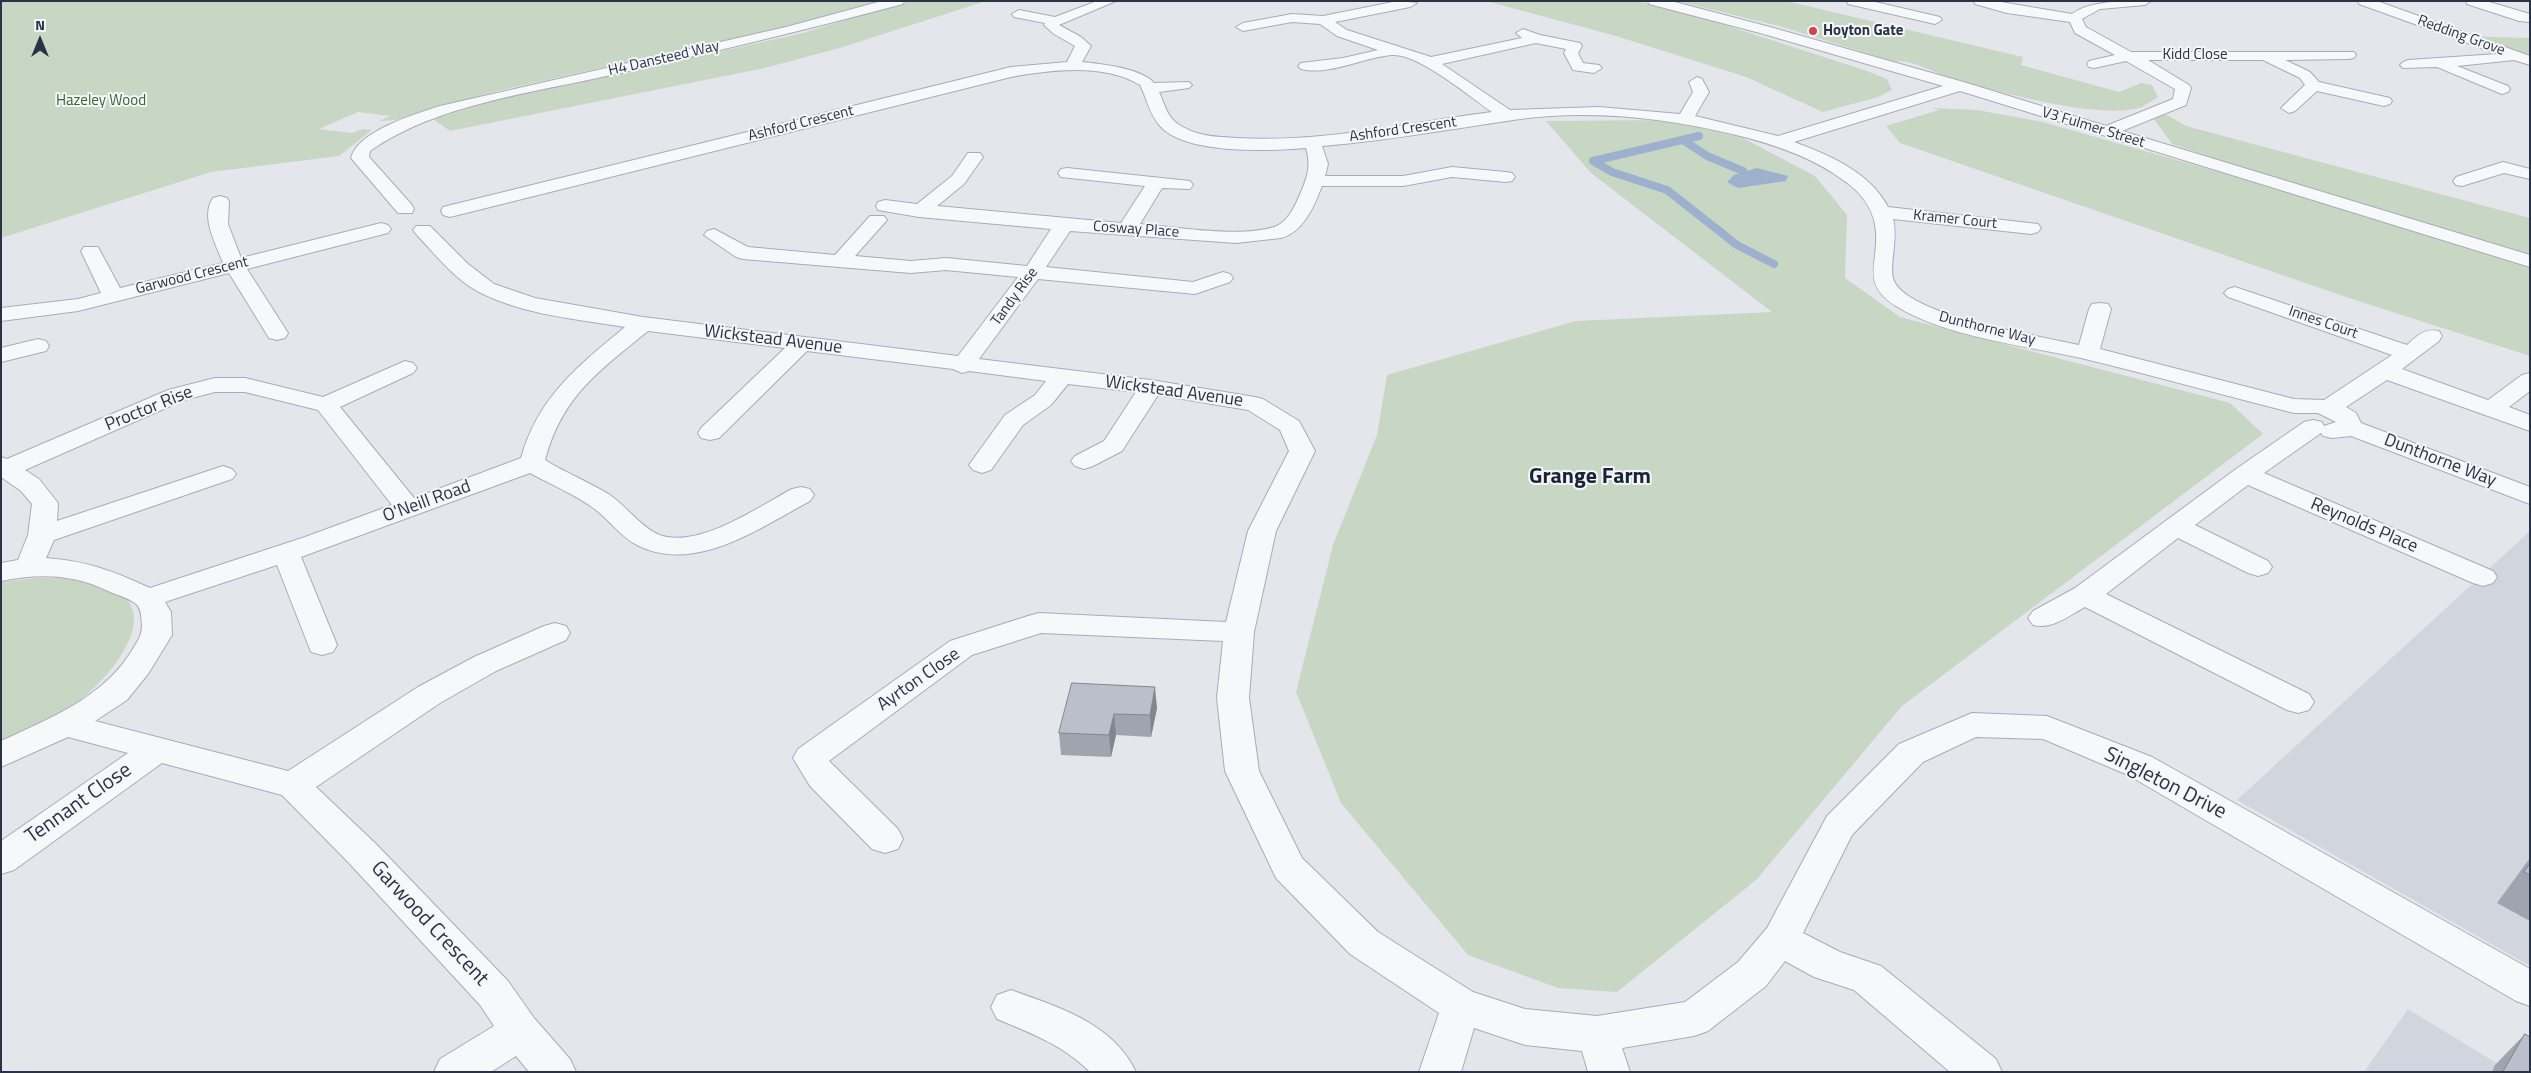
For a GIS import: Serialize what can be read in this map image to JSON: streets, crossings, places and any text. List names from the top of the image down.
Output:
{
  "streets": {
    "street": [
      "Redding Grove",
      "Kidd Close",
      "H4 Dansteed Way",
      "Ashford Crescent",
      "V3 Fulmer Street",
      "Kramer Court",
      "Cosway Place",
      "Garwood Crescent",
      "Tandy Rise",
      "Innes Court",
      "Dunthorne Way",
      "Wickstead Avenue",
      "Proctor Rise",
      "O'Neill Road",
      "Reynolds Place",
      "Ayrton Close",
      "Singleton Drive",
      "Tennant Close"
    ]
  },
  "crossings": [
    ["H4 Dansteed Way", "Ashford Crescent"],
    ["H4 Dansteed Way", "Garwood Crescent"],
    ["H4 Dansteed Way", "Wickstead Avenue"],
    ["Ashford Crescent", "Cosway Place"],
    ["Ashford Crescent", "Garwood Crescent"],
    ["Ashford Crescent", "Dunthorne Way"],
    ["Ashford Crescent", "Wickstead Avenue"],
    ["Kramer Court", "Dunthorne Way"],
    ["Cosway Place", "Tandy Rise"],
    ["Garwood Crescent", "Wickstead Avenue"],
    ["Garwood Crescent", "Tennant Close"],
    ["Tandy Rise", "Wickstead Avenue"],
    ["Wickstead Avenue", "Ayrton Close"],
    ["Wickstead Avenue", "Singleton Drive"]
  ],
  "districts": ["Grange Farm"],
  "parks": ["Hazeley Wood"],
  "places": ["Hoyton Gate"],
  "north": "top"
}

THE TASK: What is needed is every line of the records above that contains the word "Ashford".

WRITTEN RESPONSE:
      "Ashford Crescent",
    ["H4 Dansteed Way", "Ashford Crescent"],
    ["Ashford Crescent", "Cosway Place"],
    ["Ashford Crescent", "Garwood Crescent"],
    ["Ashford Crescent", "Dunthorne Way"],
    ["Ashford Crescent", "Wickstead Avenue"],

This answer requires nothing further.